Instructions for the task: Please restate word for word only the lines that start at the one containing "<button>−</button>" and continue to the final line of the material.

Data extracts:
Content starts

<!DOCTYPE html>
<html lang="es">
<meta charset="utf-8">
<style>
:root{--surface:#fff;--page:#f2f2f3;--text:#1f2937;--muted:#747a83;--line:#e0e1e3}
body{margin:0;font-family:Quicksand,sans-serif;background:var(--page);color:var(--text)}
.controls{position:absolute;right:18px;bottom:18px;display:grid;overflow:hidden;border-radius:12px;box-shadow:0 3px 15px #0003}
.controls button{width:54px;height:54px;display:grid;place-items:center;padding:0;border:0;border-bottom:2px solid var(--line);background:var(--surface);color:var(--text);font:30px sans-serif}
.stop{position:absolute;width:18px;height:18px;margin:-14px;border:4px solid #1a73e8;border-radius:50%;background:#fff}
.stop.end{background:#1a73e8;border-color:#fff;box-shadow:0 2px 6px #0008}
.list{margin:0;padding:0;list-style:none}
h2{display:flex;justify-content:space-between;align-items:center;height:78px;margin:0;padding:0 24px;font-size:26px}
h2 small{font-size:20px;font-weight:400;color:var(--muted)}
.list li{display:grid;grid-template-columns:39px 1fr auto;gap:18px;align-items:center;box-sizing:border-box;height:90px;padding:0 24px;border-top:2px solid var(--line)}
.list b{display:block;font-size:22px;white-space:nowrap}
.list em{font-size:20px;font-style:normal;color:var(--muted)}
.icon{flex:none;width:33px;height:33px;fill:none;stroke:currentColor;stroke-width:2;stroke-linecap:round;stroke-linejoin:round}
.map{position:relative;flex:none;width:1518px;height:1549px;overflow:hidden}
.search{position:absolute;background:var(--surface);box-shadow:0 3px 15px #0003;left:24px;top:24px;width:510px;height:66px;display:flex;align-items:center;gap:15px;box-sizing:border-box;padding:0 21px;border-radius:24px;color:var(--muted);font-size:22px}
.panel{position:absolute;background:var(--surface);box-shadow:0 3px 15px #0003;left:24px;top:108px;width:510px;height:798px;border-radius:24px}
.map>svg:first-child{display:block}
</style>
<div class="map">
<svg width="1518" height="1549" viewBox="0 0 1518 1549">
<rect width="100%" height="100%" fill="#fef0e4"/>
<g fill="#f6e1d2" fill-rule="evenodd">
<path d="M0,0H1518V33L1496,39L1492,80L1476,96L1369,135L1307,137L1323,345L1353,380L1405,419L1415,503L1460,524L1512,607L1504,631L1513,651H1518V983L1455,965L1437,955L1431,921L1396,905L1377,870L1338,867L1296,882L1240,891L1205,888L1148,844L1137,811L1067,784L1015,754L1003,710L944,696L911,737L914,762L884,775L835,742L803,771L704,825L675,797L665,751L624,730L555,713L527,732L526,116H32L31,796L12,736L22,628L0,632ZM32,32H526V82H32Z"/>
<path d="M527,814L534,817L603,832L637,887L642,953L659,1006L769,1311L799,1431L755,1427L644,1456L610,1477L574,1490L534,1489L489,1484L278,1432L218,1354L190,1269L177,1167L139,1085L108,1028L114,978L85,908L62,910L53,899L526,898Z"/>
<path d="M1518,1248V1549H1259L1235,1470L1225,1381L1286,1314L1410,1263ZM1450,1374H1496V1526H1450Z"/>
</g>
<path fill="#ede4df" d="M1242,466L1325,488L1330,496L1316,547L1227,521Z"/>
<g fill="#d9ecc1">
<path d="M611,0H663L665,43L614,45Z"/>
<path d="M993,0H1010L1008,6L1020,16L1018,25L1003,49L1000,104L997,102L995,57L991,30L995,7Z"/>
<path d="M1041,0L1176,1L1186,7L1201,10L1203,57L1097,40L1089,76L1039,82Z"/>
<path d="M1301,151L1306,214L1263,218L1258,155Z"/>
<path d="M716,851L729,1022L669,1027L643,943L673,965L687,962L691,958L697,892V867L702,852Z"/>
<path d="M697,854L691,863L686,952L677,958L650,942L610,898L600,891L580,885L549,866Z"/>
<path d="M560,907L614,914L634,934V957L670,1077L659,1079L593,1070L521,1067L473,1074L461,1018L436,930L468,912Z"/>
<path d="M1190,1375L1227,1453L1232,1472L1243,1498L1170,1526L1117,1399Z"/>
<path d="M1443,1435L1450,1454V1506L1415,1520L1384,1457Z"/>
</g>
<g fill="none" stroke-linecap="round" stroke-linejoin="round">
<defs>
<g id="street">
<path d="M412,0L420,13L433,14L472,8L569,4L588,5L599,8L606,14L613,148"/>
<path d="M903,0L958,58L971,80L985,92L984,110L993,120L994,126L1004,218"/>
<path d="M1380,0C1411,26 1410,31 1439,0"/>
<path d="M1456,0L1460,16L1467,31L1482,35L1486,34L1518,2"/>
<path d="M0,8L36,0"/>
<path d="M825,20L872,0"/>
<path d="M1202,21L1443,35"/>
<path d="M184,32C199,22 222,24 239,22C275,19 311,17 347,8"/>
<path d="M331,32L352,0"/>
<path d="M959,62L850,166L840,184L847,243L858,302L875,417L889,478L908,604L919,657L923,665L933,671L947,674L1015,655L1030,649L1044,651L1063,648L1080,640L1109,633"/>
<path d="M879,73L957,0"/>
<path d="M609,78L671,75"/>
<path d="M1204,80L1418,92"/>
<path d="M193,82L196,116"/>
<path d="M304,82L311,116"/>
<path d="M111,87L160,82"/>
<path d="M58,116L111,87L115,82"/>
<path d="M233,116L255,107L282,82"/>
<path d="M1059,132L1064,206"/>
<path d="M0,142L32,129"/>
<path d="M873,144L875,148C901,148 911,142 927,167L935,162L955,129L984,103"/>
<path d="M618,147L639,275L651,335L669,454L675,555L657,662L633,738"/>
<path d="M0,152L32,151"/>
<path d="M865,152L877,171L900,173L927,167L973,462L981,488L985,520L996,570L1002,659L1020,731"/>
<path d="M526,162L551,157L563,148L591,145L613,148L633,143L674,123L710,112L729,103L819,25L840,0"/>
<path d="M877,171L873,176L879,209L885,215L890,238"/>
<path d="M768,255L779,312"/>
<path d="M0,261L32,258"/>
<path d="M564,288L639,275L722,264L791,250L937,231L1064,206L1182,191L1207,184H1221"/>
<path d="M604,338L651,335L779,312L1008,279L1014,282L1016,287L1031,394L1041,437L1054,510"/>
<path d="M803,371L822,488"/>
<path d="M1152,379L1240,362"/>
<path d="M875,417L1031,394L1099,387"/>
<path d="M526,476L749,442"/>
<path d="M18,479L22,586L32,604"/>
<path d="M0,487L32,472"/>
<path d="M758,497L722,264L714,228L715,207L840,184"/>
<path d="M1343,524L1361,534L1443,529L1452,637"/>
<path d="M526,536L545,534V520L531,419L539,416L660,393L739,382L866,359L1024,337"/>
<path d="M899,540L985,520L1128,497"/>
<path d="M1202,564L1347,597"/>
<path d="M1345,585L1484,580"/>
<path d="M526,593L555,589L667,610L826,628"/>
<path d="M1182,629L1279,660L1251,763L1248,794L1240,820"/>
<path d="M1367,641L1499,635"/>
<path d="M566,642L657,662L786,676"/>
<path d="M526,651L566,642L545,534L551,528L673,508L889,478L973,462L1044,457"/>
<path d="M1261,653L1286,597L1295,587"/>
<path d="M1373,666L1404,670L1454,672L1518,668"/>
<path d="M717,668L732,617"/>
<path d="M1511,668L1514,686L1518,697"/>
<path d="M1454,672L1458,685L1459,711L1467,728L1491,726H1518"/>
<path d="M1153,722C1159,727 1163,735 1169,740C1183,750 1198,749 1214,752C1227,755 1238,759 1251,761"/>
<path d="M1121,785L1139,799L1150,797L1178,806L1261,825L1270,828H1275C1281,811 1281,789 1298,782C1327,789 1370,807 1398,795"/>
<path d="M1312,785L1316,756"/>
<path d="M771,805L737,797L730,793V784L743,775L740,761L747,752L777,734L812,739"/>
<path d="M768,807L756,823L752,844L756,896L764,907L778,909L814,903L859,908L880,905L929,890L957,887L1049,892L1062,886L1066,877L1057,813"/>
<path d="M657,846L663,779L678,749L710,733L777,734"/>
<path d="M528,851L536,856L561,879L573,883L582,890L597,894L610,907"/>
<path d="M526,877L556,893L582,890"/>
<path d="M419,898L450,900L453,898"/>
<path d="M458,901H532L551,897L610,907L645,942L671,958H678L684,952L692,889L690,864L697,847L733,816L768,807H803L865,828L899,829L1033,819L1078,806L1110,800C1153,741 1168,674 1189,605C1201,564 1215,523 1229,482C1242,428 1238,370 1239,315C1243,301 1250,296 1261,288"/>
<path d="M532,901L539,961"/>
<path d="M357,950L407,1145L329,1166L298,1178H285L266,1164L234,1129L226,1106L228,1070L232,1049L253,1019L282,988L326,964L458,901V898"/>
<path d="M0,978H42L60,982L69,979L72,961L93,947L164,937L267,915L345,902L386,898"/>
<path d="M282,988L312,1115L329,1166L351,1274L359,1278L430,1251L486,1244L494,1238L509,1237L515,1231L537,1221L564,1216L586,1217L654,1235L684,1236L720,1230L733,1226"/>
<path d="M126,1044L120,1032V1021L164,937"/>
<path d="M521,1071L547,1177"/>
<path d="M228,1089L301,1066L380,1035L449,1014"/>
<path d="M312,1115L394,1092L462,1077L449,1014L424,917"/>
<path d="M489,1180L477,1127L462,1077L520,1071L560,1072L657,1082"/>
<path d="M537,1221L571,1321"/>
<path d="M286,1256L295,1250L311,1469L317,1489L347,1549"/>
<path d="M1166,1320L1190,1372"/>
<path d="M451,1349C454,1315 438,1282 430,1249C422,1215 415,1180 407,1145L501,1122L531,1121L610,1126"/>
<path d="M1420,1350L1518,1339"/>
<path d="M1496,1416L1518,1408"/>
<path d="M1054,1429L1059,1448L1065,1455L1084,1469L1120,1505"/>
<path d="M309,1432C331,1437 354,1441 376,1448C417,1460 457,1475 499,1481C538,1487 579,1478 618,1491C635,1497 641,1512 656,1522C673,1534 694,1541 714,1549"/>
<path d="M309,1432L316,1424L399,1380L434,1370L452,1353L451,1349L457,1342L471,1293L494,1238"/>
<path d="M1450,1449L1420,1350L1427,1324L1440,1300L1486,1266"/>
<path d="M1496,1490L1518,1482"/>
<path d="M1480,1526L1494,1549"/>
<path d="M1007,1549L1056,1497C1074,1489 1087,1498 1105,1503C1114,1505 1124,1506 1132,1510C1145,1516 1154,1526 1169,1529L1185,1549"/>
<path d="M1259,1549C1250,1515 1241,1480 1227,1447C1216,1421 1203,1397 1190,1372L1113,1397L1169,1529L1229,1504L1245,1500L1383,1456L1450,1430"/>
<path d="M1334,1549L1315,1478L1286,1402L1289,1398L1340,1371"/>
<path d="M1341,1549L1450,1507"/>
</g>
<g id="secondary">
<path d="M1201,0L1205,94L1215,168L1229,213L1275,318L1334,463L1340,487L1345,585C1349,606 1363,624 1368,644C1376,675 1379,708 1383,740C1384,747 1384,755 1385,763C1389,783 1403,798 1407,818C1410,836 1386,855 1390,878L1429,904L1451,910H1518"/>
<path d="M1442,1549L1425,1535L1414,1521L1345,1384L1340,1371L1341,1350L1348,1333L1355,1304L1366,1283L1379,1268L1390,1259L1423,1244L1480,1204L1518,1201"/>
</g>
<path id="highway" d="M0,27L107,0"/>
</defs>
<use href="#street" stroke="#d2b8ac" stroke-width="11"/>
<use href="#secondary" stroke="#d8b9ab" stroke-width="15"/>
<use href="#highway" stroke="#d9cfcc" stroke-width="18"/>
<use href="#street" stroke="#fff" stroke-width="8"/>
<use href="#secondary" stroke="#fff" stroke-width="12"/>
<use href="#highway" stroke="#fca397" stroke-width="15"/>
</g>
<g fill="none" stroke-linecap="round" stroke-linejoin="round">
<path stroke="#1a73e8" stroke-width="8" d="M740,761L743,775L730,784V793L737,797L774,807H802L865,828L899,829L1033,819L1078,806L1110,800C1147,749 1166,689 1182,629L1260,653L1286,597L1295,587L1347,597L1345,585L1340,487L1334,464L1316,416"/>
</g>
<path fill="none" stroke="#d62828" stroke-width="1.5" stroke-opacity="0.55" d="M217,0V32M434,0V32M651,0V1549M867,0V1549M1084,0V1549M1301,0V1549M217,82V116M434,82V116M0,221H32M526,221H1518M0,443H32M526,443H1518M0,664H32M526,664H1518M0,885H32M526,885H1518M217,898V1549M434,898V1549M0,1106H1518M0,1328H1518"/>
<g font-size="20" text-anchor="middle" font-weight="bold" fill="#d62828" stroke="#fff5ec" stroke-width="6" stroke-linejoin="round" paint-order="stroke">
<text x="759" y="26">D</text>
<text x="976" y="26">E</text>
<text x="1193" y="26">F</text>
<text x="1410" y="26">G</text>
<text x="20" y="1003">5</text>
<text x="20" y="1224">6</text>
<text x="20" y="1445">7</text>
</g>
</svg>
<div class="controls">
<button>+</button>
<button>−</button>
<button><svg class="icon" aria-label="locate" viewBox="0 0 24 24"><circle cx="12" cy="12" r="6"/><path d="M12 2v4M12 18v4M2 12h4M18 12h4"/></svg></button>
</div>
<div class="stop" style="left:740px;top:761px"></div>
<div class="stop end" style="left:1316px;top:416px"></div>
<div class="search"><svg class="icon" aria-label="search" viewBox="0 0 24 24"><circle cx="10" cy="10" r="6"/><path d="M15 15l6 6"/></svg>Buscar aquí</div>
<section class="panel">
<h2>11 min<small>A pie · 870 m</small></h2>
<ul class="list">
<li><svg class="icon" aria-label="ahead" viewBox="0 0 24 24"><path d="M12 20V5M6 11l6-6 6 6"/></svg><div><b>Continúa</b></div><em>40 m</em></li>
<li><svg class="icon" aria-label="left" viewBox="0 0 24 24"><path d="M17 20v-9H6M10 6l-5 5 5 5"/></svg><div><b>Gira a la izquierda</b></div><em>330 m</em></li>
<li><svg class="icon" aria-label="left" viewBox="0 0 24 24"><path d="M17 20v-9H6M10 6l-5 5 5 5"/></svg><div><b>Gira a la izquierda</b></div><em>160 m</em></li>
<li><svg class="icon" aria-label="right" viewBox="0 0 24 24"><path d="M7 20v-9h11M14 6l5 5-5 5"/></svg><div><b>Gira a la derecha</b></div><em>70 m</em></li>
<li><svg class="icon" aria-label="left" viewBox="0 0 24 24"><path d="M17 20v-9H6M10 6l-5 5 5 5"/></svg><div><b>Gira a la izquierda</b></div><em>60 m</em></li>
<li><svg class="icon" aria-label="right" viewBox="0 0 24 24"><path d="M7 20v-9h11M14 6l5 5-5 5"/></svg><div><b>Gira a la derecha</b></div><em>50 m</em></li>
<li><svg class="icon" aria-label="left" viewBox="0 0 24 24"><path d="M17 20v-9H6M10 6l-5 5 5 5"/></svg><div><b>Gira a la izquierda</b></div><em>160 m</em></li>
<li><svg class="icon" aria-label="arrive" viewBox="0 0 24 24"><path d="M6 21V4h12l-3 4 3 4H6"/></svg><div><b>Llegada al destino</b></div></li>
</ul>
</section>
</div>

Content ends

Solution to this task:
<button>−</button>
<button><svg class="icon" aria-label="locate" viewBox="0 0 24 24"><circle cx="12" cy="12" r="6"/><path d="M12 2v4M12 18v4M2 12h4M18 12h4"/></svg></button>
</div>
<div class="stop" style="left:740px;top:761px"></div>
<div class="stop end" style="left:1316px;top:416px"></div>
<div class="search"><svg class="icon" aria-label="search" viewBox="0 0 24 24"><circle cx="10" cy="10" r="6"/><path d="M15 15l6 6"/></svg>Buscar aquí</div>
<section class="panel">
<h2>11 min<small>A pie · 870 m</small></h2>
<ul class="list">
<li><svg class="icon" aria-label="ahead" viewBox="0 0 24 24"><path d="M12 20V5M6 11l6-6 6 6"/></svg><div><b>Continúa</b></div><em>40 m</em></li>
<li><svg class="icon" aria-label="left" viewBox="0 0 24 24"><path d="M17 20v-9H6M10 6l-5 5 5 5"/></svg><div><b>Gira a la izquierda</b></div><em>330 m</em></li>
<li><svg class="icon" aria-label="left" viewBox="0 0 24 24"><path d="M17 20v-9H6M10 6l-5 5 5 5"/></svg><div><b>Gira a la izquierda</b></div><em>160 m</em></li>
<li><svg class="icon" aria-label="right" viewBox="0 0 24 24"><path d="M7 20v-9h11M14 6l5 5-5 5"/></svg><div><b>Gira a la derecha</b></div><em>70 m</em></li>
<li><svg class="icon" aria-label="left" viewBox="0 0 24 24"><path d="M17 20v-9H6M10 6l-5 5 5 5"/></svg><div><b>Gira a la izquierda</b></div><em>60 m</em></li>
<li><svg class="icon" aria-label="right" viewBox="0 0 24 24"><path d="M7 20v-9h11M14 6l5 5-5 5"/></svg><div><b>Gira a la derecha</b></div><em>50 m</em></li>
<li><svg class="icon" aria-label="left" viewBox="0 0 24 24"><path d="M17 20v-9H6M10 6l-5 5 5 5"/></svg><div><b>Gira a la izquierda</b></div><em>160 m</em></li>
<li><svg class="icon" aria-label="arrive" viewBox="0 0 24 24"><path d="M6 21V4h12l-3 4 3 4H6"/></svg><div><b>Llegada al destino</b></div></li>
</ul>
</section>
</div>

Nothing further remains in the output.